Fan Milk’s revenue dropped by 19.1%y/y to GHS267.12 million in 9M-2020 on the back of the impact of the coronavirus pandemic, which significantly limited the movement of people including the company’s sales boys who use bicycles to penetrate communities and local markets. However, since the lockdown in Q2, we have seen rising consumer confidence that could help the company to make up for some of the lost revenue in the final quarter of the year. The company is already preparing to take advantage of the improving consumer confidence by increasing its capex investment by 67.3%y/y to GHS14.65 million. 

 

There was an uptick in the cost of raw materials, which may have been due to the slight depreciation of the local currency during the period as FML imports some raw materials. This resulted in a 27.0%y/y decline in gross profit to GHS94.54 million in 9M-2020 from GHS129.46 million in 9M-2019.

 

 

The company managed to control its operating expenses in the midst of the pandemic.

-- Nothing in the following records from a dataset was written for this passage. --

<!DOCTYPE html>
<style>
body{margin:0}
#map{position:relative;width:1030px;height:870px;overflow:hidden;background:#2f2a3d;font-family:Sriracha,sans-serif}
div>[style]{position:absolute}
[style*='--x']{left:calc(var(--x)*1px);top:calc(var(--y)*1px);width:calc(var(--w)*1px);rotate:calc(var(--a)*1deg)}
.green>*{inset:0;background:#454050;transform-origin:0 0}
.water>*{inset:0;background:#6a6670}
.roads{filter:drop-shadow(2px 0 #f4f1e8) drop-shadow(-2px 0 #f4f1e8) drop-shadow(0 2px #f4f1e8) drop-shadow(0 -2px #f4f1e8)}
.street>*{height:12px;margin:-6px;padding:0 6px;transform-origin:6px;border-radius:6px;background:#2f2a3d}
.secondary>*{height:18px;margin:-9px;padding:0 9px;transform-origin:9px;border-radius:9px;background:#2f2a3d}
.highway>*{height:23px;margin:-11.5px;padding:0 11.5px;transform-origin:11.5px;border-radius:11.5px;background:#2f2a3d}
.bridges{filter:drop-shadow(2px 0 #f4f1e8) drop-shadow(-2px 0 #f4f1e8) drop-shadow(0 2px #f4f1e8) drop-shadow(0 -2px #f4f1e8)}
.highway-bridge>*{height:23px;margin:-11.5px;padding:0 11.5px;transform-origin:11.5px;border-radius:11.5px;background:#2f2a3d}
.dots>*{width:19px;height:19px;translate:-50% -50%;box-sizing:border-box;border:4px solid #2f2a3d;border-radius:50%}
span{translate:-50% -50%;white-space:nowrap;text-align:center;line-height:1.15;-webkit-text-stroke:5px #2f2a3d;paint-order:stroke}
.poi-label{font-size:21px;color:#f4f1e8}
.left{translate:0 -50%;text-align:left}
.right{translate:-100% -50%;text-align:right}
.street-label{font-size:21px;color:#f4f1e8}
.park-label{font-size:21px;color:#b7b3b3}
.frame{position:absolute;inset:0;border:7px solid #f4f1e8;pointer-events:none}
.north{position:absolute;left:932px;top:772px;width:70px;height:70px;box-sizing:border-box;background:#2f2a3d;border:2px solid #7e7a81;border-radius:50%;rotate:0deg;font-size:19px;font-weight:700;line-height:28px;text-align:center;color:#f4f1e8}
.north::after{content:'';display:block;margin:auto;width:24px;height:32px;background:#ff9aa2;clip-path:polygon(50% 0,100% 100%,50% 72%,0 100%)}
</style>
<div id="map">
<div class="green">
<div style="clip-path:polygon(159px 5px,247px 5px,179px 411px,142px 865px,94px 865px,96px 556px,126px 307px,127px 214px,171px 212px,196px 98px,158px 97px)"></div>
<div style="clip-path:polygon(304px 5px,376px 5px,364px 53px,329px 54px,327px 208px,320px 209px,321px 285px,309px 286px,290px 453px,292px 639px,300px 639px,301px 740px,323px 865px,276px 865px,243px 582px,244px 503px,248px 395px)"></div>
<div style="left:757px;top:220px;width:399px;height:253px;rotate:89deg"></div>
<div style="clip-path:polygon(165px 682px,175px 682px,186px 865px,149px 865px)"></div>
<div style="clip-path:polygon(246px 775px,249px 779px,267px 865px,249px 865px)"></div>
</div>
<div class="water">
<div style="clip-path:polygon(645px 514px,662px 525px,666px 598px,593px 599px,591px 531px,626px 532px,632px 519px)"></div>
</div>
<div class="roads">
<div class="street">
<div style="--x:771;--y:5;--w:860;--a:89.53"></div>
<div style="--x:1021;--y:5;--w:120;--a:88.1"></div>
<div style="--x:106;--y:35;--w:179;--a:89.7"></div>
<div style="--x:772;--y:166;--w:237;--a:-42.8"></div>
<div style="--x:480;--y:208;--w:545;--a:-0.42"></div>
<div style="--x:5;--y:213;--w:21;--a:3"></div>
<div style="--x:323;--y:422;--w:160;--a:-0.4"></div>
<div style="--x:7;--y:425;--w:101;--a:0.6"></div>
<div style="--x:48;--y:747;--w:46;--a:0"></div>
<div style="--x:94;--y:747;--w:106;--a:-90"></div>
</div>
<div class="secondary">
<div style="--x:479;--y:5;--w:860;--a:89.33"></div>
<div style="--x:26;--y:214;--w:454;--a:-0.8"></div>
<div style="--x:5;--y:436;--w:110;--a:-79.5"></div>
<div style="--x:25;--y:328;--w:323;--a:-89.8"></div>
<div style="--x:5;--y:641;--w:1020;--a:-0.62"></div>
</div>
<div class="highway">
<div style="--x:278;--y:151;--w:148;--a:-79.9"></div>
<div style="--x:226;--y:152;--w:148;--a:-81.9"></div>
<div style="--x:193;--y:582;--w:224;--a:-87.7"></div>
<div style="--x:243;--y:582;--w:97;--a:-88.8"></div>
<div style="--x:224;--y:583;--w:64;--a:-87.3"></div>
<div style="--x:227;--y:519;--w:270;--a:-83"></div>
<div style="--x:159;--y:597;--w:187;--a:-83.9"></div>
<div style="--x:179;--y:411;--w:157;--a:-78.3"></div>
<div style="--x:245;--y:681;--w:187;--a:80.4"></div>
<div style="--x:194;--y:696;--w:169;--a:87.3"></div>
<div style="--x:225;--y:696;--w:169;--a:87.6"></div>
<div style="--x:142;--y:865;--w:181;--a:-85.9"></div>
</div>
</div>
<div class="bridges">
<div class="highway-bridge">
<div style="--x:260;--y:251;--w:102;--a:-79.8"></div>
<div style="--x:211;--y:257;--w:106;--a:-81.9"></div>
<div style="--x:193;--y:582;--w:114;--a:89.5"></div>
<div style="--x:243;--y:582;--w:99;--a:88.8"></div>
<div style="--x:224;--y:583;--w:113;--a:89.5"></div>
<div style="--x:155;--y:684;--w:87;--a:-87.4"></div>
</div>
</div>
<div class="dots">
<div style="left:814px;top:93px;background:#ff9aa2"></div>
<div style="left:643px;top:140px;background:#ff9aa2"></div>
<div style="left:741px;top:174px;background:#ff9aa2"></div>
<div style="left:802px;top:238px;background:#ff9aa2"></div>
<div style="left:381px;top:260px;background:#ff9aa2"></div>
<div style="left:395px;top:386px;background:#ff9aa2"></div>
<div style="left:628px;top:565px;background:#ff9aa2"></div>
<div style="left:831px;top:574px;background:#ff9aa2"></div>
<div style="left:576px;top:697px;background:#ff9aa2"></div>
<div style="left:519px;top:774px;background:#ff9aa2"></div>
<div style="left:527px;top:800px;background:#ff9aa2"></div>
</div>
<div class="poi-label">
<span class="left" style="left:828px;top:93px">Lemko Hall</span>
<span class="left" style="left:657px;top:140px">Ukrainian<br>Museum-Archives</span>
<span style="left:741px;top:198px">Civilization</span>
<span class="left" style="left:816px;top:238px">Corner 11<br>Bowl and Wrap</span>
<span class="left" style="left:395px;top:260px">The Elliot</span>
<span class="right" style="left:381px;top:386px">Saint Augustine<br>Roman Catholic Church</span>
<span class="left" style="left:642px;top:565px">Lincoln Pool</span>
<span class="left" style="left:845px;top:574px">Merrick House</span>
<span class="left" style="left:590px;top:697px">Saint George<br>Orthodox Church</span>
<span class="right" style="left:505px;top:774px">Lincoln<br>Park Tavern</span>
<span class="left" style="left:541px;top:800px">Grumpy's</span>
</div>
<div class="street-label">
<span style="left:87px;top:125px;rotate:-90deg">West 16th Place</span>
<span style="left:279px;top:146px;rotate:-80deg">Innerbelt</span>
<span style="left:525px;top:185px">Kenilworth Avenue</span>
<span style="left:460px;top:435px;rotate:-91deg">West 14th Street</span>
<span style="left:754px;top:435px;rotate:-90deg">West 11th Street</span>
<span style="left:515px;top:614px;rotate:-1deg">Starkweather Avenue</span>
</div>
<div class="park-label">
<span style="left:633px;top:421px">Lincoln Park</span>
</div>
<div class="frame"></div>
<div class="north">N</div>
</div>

However, despite the drop in operating expenses by nearly 7%y/y to GHS98.08 million in 9M-2020, the operating expense ratio was elevated to 36.7% in 9M-2020 from 31.9% in 9M-2019, largely due to the contraction in revenue.

 

Fan Milk’s net earnings deteriorated to a loss of GHS2.40 million in 9M-2020 from a profit of GHS19.24 million in a similar period last year, largely due to the contraction in revenue, higher cost of raw materials and elevation in the operating expense ratio.